-------- The input
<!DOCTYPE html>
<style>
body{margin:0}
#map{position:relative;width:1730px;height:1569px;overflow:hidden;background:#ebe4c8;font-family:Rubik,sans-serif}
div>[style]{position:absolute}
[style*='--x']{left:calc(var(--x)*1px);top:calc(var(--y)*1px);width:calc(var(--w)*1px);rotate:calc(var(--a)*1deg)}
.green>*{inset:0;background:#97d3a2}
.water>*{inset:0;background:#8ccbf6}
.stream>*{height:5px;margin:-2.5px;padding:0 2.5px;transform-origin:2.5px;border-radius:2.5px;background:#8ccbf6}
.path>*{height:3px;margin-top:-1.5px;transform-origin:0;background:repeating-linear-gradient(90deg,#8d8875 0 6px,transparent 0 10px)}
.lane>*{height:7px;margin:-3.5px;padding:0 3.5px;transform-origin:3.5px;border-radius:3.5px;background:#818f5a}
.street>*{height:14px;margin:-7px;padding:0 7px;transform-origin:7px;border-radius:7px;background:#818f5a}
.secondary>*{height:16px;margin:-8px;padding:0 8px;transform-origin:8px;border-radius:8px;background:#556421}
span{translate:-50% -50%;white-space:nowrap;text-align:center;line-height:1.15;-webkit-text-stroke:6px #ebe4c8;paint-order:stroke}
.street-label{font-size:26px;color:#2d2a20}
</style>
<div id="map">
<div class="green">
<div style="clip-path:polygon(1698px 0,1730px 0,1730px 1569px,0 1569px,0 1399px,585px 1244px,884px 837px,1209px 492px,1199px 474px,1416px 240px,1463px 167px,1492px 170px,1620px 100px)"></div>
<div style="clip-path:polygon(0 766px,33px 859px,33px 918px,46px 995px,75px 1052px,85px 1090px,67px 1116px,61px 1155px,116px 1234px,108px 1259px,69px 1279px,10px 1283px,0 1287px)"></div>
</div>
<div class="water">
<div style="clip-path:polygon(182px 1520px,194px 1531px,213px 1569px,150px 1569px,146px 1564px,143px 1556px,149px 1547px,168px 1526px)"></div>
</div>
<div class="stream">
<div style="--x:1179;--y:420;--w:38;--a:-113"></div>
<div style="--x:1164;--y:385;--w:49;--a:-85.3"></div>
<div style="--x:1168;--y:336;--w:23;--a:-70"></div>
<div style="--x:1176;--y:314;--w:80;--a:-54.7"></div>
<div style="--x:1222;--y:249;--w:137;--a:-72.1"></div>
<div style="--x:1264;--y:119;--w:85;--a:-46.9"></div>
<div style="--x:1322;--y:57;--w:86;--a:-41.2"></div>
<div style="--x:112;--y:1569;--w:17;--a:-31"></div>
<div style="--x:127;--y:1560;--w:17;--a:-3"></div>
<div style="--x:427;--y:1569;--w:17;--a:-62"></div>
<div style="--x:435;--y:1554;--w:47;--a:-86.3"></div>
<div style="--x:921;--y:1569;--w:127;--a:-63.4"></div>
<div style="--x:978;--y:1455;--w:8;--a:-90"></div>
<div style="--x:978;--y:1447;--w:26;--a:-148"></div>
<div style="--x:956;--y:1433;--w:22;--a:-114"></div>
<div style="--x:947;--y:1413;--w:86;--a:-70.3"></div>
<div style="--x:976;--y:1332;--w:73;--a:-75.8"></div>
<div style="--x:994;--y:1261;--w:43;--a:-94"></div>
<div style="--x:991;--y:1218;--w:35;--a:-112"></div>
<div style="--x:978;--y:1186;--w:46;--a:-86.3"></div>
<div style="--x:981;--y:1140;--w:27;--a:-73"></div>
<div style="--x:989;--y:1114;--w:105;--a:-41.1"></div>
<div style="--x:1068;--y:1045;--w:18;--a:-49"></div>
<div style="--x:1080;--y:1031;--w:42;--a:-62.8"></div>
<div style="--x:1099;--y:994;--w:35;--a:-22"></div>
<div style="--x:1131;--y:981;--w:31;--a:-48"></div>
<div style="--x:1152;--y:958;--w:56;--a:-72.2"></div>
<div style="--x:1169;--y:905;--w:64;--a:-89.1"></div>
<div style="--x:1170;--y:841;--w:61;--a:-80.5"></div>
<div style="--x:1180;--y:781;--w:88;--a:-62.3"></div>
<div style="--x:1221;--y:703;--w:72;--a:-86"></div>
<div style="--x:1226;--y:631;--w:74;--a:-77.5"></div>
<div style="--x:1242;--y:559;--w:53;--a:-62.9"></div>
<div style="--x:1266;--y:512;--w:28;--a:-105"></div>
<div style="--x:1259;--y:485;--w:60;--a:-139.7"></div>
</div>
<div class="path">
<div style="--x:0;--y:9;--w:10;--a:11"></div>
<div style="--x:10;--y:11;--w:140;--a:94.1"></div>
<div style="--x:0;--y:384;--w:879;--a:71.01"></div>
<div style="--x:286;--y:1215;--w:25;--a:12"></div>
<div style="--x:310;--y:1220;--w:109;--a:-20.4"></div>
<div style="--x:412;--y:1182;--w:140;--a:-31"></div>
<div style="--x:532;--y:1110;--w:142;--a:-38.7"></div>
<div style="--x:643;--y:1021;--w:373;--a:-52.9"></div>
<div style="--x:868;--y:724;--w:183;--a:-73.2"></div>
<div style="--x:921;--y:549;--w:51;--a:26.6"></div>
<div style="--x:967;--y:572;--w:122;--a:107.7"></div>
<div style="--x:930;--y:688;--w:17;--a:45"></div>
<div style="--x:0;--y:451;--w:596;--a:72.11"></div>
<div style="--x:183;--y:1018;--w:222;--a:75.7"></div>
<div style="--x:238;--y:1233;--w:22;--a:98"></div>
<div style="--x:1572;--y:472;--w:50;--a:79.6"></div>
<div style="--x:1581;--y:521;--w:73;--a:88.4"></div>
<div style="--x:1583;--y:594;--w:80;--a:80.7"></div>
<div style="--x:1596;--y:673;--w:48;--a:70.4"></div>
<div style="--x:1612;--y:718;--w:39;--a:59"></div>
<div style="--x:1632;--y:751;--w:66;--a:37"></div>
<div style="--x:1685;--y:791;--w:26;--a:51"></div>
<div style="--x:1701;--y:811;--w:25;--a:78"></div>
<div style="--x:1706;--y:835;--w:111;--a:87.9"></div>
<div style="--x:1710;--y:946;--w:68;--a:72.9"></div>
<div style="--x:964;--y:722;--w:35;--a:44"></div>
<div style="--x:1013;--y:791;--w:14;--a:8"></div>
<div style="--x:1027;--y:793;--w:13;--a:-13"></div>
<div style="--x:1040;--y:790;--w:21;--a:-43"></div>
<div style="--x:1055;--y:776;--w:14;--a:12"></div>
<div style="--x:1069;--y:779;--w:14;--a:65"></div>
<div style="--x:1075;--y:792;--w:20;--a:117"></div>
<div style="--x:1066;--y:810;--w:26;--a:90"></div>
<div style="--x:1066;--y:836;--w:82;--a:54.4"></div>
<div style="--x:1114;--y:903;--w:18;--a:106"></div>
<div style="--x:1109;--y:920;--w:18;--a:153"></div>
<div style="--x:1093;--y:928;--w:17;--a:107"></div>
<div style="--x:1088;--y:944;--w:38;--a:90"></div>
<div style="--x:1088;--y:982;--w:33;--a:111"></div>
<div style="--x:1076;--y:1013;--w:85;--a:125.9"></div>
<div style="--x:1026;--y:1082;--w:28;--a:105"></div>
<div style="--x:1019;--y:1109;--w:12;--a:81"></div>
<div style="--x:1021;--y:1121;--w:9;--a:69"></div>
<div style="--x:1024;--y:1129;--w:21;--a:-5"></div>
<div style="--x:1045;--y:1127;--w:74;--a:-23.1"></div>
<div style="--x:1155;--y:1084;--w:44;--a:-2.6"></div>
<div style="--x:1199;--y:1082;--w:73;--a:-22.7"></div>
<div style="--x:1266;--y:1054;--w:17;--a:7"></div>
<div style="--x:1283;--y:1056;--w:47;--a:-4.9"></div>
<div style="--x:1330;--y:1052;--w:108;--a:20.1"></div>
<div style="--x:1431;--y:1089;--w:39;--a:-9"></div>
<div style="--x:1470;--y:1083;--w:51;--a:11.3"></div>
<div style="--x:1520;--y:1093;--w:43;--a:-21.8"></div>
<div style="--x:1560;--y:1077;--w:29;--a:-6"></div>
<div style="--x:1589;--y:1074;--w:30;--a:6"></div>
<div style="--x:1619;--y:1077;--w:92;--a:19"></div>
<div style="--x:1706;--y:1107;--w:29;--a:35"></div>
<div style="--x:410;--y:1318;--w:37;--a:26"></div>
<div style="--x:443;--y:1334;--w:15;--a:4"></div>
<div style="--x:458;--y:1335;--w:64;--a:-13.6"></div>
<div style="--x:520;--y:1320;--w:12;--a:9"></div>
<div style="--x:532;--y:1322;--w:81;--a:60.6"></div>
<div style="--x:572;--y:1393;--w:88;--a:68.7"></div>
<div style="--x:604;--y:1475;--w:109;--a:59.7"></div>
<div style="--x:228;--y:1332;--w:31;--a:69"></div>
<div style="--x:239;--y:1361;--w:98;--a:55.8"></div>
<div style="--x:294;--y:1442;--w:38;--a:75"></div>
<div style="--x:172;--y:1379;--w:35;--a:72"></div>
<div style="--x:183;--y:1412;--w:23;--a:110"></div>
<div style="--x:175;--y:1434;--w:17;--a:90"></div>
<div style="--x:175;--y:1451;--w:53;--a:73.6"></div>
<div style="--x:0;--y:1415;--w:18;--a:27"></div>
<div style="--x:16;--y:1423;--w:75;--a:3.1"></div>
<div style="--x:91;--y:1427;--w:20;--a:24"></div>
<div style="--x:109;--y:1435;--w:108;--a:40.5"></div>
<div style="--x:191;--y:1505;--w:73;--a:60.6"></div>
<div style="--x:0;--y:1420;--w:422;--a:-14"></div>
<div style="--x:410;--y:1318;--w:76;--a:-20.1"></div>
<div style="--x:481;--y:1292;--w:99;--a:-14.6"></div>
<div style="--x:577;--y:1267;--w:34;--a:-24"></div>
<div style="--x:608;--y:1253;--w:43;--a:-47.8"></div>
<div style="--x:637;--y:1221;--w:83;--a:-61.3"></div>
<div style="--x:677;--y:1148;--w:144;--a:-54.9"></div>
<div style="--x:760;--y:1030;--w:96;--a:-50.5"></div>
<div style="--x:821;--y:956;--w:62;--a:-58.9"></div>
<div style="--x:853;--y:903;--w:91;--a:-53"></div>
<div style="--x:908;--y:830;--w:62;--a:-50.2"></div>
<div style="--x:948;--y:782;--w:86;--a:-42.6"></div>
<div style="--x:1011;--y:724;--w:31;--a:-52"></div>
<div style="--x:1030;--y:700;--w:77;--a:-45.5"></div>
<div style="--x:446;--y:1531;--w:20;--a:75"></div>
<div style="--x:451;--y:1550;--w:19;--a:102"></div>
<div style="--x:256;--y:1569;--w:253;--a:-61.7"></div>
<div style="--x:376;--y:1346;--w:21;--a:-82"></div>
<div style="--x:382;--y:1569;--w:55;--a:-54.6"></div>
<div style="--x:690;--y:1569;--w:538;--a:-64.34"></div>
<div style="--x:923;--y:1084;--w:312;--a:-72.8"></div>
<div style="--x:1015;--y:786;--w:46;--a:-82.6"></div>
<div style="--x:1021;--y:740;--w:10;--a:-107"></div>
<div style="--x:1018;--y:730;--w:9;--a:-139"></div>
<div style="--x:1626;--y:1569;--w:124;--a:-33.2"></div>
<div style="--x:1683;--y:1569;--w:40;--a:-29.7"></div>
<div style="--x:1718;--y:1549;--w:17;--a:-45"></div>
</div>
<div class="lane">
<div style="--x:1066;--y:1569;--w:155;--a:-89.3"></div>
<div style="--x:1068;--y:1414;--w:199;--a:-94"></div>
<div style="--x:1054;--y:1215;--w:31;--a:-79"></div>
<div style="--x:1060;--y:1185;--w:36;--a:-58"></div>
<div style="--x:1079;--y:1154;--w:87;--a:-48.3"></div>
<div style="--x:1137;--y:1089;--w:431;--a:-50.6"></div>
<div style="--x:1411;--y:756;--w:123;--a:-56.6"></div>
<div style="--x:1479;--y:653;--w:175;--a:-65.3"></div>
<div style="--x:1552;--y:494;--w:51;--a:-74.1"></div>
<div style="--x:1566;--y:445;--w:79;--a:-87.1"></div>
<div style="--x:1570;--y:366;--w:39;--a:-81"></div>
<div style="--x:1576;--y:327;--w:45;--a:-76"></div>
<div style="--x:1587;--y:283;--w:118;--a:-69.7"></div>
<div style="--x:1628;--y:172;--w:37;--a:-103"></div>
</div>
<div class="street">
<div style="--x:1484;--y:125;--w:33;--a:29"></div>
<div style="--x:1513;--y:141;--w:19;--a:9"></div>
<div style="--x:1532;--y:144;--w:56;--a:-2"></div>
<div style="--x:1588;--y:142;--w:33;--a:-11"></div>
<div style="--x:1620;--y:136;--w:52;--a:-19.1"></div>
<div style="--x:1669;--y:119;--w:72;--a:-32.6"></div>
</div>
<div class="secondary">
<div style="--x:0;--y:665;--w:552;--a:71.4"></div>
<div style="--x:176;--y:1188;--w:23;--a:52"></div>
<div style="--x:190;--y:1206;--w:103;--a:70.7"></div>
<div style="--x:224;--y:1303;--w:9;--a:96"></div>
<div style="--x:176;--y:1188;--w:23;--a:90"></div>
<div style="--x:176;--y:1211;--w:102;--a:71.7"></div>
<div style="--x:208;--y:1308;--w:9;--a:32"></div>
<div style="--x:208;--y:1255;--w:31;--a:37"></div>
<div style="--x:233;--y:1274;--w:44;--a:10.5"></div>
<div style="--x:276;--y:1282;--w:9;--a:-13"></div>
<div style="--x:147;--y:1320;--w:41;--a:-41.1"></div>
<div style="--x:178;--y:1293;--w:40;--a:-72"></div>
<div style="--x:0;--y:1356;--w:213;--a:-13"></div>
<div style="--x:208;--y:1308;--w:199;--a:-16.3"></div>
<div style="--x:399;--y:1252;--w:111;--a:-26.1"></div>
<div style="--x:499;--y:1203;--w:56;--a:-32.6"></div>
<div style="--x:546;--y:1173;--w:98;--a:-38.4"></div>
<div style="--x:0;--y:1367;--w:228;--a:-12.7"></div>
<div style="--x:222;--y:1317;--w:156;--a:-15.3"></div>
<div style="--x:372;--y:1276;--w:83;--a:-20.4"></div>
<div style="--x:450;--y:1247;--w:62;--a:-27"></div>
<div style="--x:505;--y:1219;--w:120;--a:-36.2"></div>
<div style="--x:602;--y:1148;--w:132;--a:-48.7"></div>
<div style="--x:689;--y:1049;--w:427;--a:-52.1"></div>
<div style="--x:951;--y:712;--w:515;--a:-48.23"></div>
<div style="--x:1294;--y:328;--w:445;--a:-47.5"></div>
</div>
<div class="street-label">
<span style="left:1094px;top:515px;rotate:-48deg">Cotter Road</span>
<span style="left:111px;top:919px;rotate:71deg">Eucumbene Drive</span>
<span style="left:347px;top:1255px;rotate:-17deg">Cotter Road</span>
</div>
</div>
----------------
• [Exercise objective]:
Where a line above contains the word "position", copy that line.

• [Final answer]:
#map{position:relative;width:1730px;height:1569px;overflow:hidden;background:#ebe4c8;font-family:Rubik,sans-serif}
div>[style]{position:absolute}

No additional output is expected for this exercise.